Desde 2016, en el Instituto Valenciano de Infertilidad (IVI), se está estudiando, bajo la dirección del Dr. Carlos Simón, a fin de obtener células germinales que posibiliten, por ejemplo, el tener hijos propios a parejas homosexuales. La primera niña probeta fue Louise Brown, en 1978, y desde entonces, en apenas 40 años los avances han sido astronómicos. Los resultados de las técnicas del Dr. Simón han sido reportados por Scientific Reports, en colaboración con la Universidad de Stanford, y con una técnica de reprogramación celular que le valió el premio Nobel a Shinya Yamanaka, se han transformado células de piel en células germinales, que luego son precursoras de óvulos o espermatozoides. El siguiente paso no se ha hecho en España por meras cuestiones legales (no se permiten crear embriones sino sólo para investigar con ellos). Dice el doctor Simón: «a una pareja de hombres se les podría transformar las células de la piel de uno de ellos en óvulos que serían fecundados por el esperma del otro para tener hijos biológicos. Igual ocurriría con una pareja de mujeres». El psicólogo Steven Pinker, en The moral imperative for bioethics, publicado en The Boston Globe, agosto 2015, expresaba: «Crispr-Cas9 es el último de una serie de avances en biotecnología que han suscitado inquietudes sobre la ética de la investigación biomédica y han inspirado llamadas a moratorias y nuevas regulaciones». Pinker hace un cálculo con el tiempo: «El Proyecto de Carga Global de Enfermedades ha tratado de cuantificar el número de años perdidos por muerte prematura o comprometidos por discapacidad. En 2010 fue de 2.500 millones, lo que significa que alrededor de un tercio de la vida humana potencial y floreciente se va a perder. El peaje del crimen, las guerras y los genocidios no se aproximan a esta cifra». Y sigue: «El sufrimiento físico y la muerte prematura se han considerado desde hace tiempo una parte ineluctable de la condición humana. Pero el ingenio humano está cambiando ese destino aparente. En las dos últimas décadas se ha producido un incremento del 35 por ciento en los años de vida per cápita, sea por discapacidad, por edad, o por enfermedad.

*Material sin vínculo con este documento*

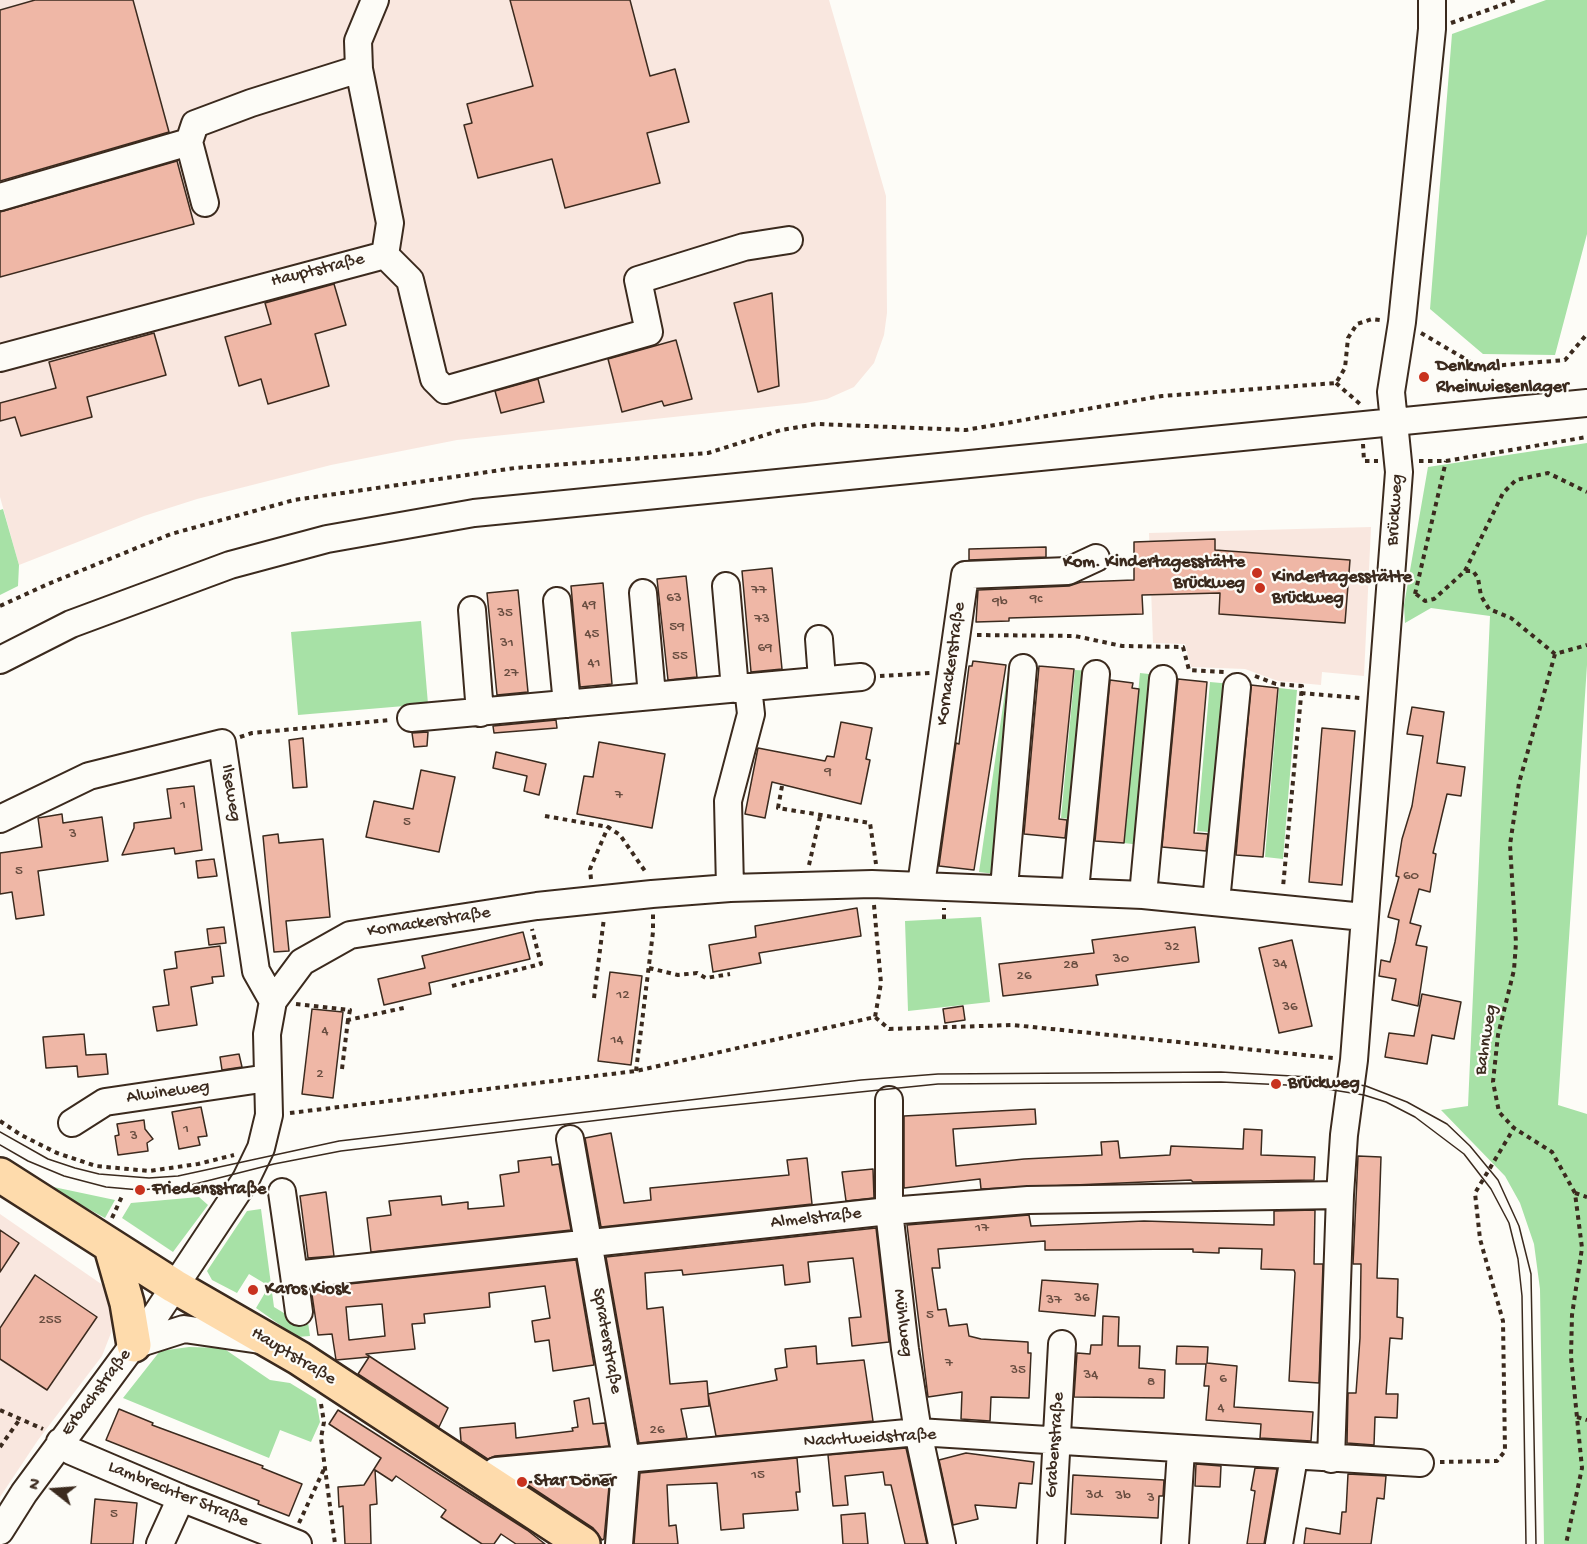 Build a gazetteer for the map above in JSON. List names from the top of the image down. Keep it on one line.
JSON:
{"streets":{"main road":["Hauptstraße"],"street":["Brückweg","Kornackerstraße","Ilseweg","Alwineweg","Almelstraße","Mühlweg","Spraterstraße","Erbachstraße","Nachtweidstraße","Grabenstraße","Lambrechter Straße"],"path":["Bahnweg"]},"crossings":[["Hauptstraße","Kornackerstraße"],["Hauptstraße","Erbachstraße"],["Hauptstraße","Nachtweidstraße"],["Brückweg","Kornackerstraße"],["Brückweg","Almelstraße"],["Brückweg","Nachtweidstraße"],["Kornackerstraße","Ilseweg"],["Kornackerstraße","Alwineweg"],["Kornackerstraße","Erbachstraße"],["Almelstraße","Mühlweg"],["Almelstraße","Spraterstraße"],["Mühlweg","Nachtweidstraße"],["Spraterstraße","Nachtweidstraße"],["Erbachstraße","Lambrechter Straße"],["Nachtweidstraße","Grabenstraße"]],"places":["Denkmal Rheinwiesenlager","Kom. Kindertagesstätte Brückweg","Kindertagesstätte Brückweg","Brückweg","Friedensstraße","Karos Kiosk","Star Döner"],"house_numbers":["77","63","9c","9b","49","35","73","59","45","31","69","55","41","27","9","7","1","5","3","5","60","32","30","34","28","26","12","36","4","14","2","1","3","17","36","37","5","255","7","35","34","6","8","4","26","15","3d","3b","3","5"],"north":"left"}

Las mejoras, aunque geográficamente desiguales, son mundiales». Pinker resume, pues, que «La investigación biomédica, entonces, promete enormes aumentos del tiempo de vida y de la salud», de donde: «Dada esta potencial bonanza, la meta moral primaria para la bioética de hoy se puede resumir en una sola oración: Apártese del camino. Una bioética verdaderamente ética no debe atascar la investigación en trámites burocráticos, moratorias o amenazas de enjuiciamiento basado en principios nebulosos, como la dignidad, la sacralidad o la justicia social». Ése es el único y principal principio para una bioética positiva. Lógico.